■ **Work required**
Set down, please, exactly the lines below that run from the line with "ctx.fill(path, 'evenodd');" to the line with "ctx.lineCap = dash ? 'butt' : 'round';", both lines included.

■ **Data provided**
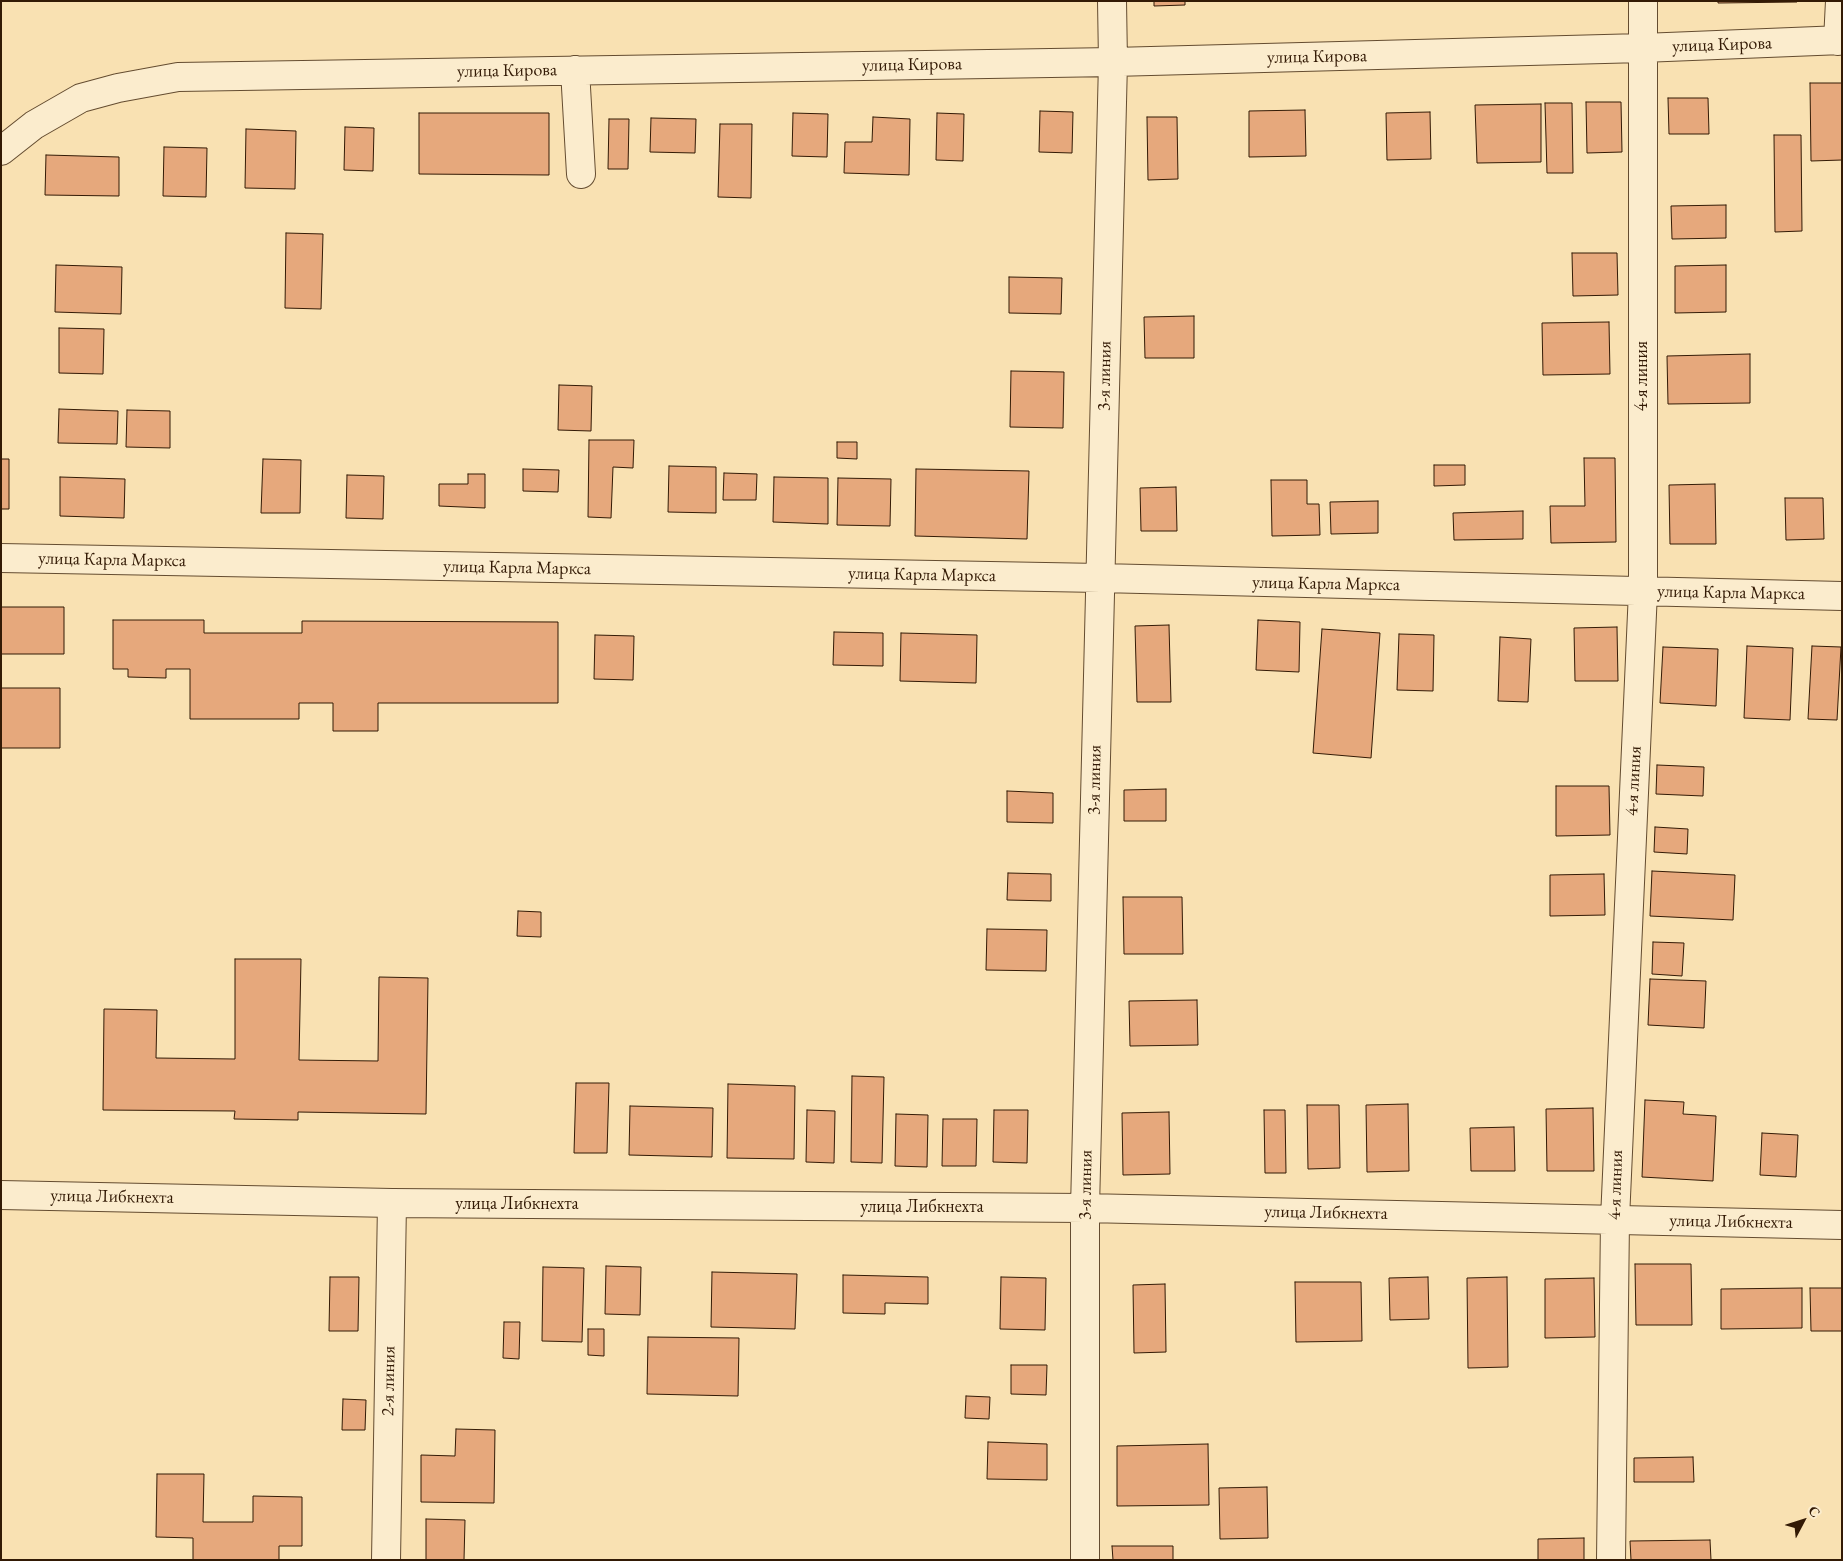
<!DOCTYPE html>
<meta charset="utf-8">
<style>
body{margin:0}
#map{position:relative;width:1843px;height:1561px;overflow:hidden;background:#f9e1b2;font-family:"EB Garamond",serif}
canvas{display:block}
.frame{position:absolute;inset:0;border:2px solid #331a05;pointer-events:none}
.north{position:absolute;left:1778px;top:1496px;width:50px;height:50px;-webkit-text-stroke:4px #fbeccd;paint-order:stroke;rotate:50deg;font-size:14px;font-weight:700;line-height:20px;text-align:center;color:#331a05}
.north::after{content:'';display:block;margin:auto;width:18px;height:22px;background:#331a05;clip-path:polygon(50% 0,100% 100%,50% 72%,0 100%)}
</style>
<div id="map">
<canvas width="1843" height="1561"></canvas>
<div class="frame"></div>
<div class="north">С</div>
</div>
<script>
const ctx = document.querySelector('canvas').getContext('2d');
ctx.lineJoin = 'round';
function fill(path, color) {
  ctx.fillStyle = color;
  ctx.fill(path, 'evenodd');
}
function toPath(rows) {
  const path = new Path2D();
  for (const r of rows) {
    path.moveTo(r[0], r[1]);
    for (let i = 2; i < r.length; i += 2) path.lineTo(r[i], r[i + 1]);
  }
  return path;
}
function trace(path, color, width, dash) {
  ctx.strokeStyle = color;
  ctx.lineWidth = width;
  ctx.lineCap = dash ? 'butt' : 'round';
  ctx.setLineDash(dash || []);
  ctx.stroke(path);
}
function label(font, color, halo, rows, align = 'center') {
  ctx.font = font + ' "EB Garamond",serif';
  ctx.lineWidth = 4;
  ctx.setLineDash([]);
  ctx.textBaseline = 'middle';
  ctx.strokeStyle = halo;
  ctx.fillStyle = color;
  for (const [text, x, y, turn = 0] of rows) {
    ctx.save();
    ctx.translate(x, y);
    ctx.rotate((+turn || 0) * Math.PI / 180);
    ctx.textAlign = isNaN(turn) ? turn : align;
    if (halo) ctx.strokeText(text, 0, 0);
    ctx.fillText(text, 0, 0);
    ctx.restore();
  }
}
const building = toPath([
 [1154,1,1185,1,1185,5,1154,6,1154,1],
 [1718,1,1797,1,1797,2,1718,3,1718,1],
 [1810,83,1842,83,1842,160,1811,161,1810,83],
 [1668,98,1708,98,1709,134,1669,134,1668,98],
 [1586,102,1621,102,1622,152,1587,153,1586,102],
 [1545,103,1572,103,1573,173,1547,173,1545,103],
 [1541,104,1541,162,1477,163,1475,105,1541,104],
 [1305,110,1306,156,1249,157,1249,111,1305,110],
 [1040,111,1073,112,1072,153,1039,152,1040,111],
 [1430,112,1431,159,1387,160,1386,113,1430,112],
 [419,113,549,113,549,175,419,174,419,113],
 [793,113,828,114,827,157,792,156,793,113],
 [937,113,964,114,963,161,936,160,937,113],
 [873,117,910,119,909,175,844,173,845,142,872,142,873,117],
 [1147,117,1177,117,1178,179,1148,180,1147,117],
 [651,118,696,119,695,153,650,152,651,118],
 [609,119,629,119,628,169,608,169,609,119],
 [720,124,752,124,751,198,718,197,720,124],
 [345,127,374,128,373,171,344,170,345,127],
 [246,129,296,131,295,189,245,188,246,129],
 [1774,135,1801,135,1802,231,1775,232,1774,135],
 [164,147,207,148,206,197,163,196,164,147],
 [46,155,119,157,119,196,45,195,46,155],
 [1726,205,1726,238,1672,239,1671,206,1726,205],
 [286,233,323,234,321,309,285,308,286,233],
 [1572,253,1617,253,1618,295,1573,296,1572,253],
 [56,265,122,267,121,314,55,312,56,265],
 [1726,265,1726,312,1675,313,1675,266,1726,265],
 [1009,277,1062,278,1061,314,1009,313,1009,277],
 [1194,316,1194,358,1145,358,1144,317,1194,316],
 [1609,322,1610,374,1543,375,1542,323,1609,322],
 [59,328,104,329,103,374,59,373,59,328],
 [1750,354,1750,403,1668,404,1667,356,1750,354],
 [1011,371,1064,372,1063,428,1010,427,1011,371],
 [559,385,592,386,591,431,558,430,559,385],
 [59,409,118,411,117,444,58,443,59,409],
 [127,410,170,411,170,448,126,447,127,410],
 [589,440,634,440,633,468,613,467,611,518,588,517,589,440],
 [837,442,857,442,857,459,837,458,837,442],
 [1584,458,1615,458,1616,542,1551,543,1550,506,1585,506,1584,458],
 [1,459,9,459,9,509,1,509,1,459],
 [263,459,301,460,300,513,261,513,263,459],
 [1434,465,1465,465,1465,485,1434,486,1434,465],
 [669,466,716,467,716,513,668,512,669,466],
 [523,469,559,470,558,492,523,491,523,469],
 [916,469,1029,471,1027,539,915,536,916,469],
 [724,473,757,474,756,500,723,500,724,473],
 [468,474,485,474,485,508,439,506,439,484,468,484,468,474],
 [347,475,384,476,383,519,346,518,347,475],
 [60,477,125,479,124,518,60,516,60,477],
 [774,477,828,478,828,524,773,522,774,477],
 [838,478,891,479,890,526,837,525,838,478],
 [1271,480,1307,480,1307,504,1319,504,1320,535,1272,536,1271,480],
 [1715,484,1716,544,1670,544,1669,485,1715,484],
 [1176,487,1177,531,1141,531,1140,488,1176,487],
 [1785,498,1823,498,1824,539,1786,540,1785,498],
 [1378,501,1378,533,1331,534,1330,502,1378,501],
 [1523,511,1523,539,1454,540,1453,513,1523,511],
 [1,607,64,607,64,654,1,654,1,607],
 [113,620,204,620,204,633,302,633,302,621,558,622,558,703,378,703,378,731,333,731,333,703,299,703,299,719,190,719,190,669,166,669,166,678,128,677,128,669,113,669,113,620],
 [1258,620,1300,622,1299,672,1256,670,1258,620],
 [1169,625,1171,702,1137,702,1135,626,1169,625],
 [1617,627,1618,681,1575,681,1574,628,1617,627],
 [1322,629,1380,633,1371,758,1313,753,1322,629],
 [834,632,883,633,883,666,833,665,834,632],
 [901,633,977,635,976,683,900,681,901,633],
 [1399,634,1434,635,1433,691,1397,690,1399,634],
 [595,635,634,636,633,680,594,679,595,635],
 [1500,637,1531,639,1528,702,1498,701,1500,637],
 [1747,646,1793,648,1790,720,1744,718,1747,646],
 [1812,646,1841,647,1837,720,1808,719,1812,646],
 [1663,647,1718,649,1716,706,1660,703,1663,647],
 [1,688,60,688,60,748,1,748,1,688],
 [1657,765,1704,767,1703,796,1656,794,1657,765],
 [1556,786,1609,786,1610,835,1556,836,1556,786],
 [1166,789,1166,821,1124,821,1124,790,1166,789],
 [1007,791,1053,793,1053,823,1007,822,1007,791],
 [1655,827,1688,829,1687,854,1654,852,1655,827],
 [1652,871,1735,875,1733,920,1650,916,1652,871],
 [1008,873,1051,874,1051,901,1007,900,1008,873],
 [1604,874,1605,915,1550,916,1550,875,1604,874],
 [1123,897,1182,897,1183,954,1124,954,1123,897],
 [518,911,541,912,541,937,517,936,518,911],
 [987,929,1047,930,1046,971,986,970,987,929],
 [1653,942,1684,943,1682,976,1652,974,1653,942],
 [235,959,301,959,299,1060,378,1061,379,977,428,978,426,1114,298,1112,298,1120,234,1119,235,1111,103,1110,104,1009,157,1010,156,1058,235,1059,235,959],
 [1650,979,1706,981,1704,1028,1648,1025,1650,979],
 [1197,1000,1198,1045,1130,1046,1129,1001,1197,1000],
 [852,1076,884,1077,882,1163,851,1162,852,1076],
 [576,1083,609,1083,607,1153,574,1153,576,1083],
 [728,1084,795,1086,794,1159,727,1158,728,1084],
 [1645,1100,1684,1102,1683,1114,1716,1116,1713,1181,1642,1177,1645,1100],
 [1408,1104,1409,1171,1367,1172,1366,1105,1408,1104],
 [1307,1105,1339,1105,1340,1168,1308,1169,1307,1105],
 [630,1106,713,1108,712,1157,629,1155,630,1106],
 [1593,1108,1594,1171,1547,1171,1546,1109,1593,1108],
 [807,1110,835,1111,834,1163,806,1162,807,1110],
 [994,1110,1028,1110,1027,1163,993,1162,994,1110],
 [1264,1110,1285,1110,1286,1173,1265,1173,1264,1110],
 [1169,1112,1170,1174,1123,1175,1122,1113,1169,1112],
 [896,1114,928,1115,927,1167,895,1166,896,1114],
 [943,1119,977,1119,976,1166,942,1166,943,1119],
 [1514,1127,1515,1171,1471,1171,1470,1128,1514,1127],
 [1762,1133,1798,1135,1796,1177,1760,1175,1762,1133],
 [1635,1264,1691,1264,1692,1325,1636,1325,1635,1264],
 [606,1266,641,1267,640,1315,605,1314,606,1266],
 [543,1267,584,1268,582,1342,542,1341,543,1267],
 [712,1272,797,1274,795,1329,711,1327,712,1272],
 [843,1275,928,1277,928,1304,885,1303,885,1314,843,1313,843,1275],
 [330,1277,359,1277,358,1331,329,1331,330,1277],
 [1001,1277,1046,1278,1045,1330,1000,1329,1001,1277],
 [1428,1277,1429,1319,1390,1320,1389,1278,1428,1277],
 [1507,1277,1508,1367,1468,1368,1467,1278,1507,1277],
 [1594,1278,1595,1337,1545,1338,1545,1279,1594,1278],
 [1295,1282,1361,1282,1362,1341,1296,1342,1295,1282],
 [1165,1284,1166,1352,1134,1353,1133,1285,1165,1284],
 [1802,1288,1802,1328,1721,1329,1721,1289,1802,1288],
 [1810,1288,1842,1288,1842,1331,1811,1331,1810,1288],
 [504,1322,520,1322,519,1359,503,1358,504,1322],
 [588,1329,604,1329,604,1356,588,1355,588,1329],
 [648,1337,739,1338,738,1396,647,1394,648,1337],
 [1011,1365,1047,1365,1046,1395,1011,1394,1011,1365],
 [966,1396,990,1397,989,1419,965,1418,966,1396],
 [343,1399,366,1400,365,1430,342,1430,343,1399],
 [456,1429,495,1430,494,1503,421,1502,421,1455,455,1456,456,1429],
 [988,1442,1047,1444,1047,1480,987,1479,988,1442],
 [1208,1444,1209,1505,1117,1506,1117,1446,1208,1444],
 [1693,1457,1694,1482,1634,1482,1634,1458,1693,1457],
 [157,1474,204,1474,203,1522,253,1522,253,1496,302,1497,302,1546,279,1546,279,1560,193,1560,193,1538,156,1537,157,1474],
 [1267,1487,1268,1538,1220,1539,1219,1488,1267,1487],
 [426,1519,465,1520,464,1560,426,1560,426,1519],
 [1584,1538,1584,1560,1538,1560,1538,1539,1584,1538],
 [1710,1540,1711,1560,1631,1560,1630,1541,1710,1540],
 [1112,1546,1173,1546,1173,1560,1113,1560,1112,1546]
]);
const minor = toPath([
 [1838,41,1840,1],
 [575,70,581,174],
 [1,151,34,125,81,98,118,88,178,77,1113,62,1642,48,1842,40],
 [1,558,1100,578,1842,596],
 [1,1195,392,1203,1085,1208,1842,1225],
 [386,1560,392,1203],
 [1085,1560,1085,1208,1113,62,1112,1],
 [1611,1560,1615,1219,1643,591,1643,1]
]);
const streetNames = [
 ["улица Кирова",1722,45,-2],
 ["улица Кирова",1317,57,-1],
 ["улица Кирова",912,65,-1],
 ["улица Кирова",507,71,-1],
 ["3-я линия",1105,376,-89],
 ["4-я линия",1642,376,-90],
 ["улица Карла Маркса",112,560,1],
 ["улица Карла Маркса",517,568,1],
 ["улица Карла Маркса",922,575,1],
 ["улица Карла Маркса",1326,584,1],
 ["улица Карла Маркса",1731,593,1],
 ["3-я линия",1095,780,-89],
 ["4-я линия",1634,781,-87],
 ["3-я линия",1086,1185,-89],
 ["4-я линия",1616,1185,-88],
 ["улица Либкнехта",112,1197,1],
 ["улица Либкнехта",517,1204],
 ["улица Либкнехта",922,1207],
 ["улица Либкнехта",1326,1213,1],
 ["улица Либкнехта",1731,1222,1],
 ["2-я линия",389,1381,-89]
];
fill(building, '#e6a87c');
trace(building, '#331a05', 1);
trace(minor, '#644c30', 30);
trace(minor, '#fbeccd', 28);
label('18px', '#331a05', '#fbeccd', streetNames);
</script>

■ **Response area**
  ctx.fill(path, 'evenodd');
}
function toPath(rows) {
  const path = new Path2D();
  for (const r of rows) {
    path.moveTo(r[0], r[1]);
    for (let i = 2; i < r.length; i += 2) path.lineTo(r[i], r[i + 1]);
  }
  return path;
}
function trace(path, color, width, dash) {
  ctx.strokeStyle = color;
  ctx.lineWidth = width;
  ctx.lineCap = dash ? 'butt' : 'round';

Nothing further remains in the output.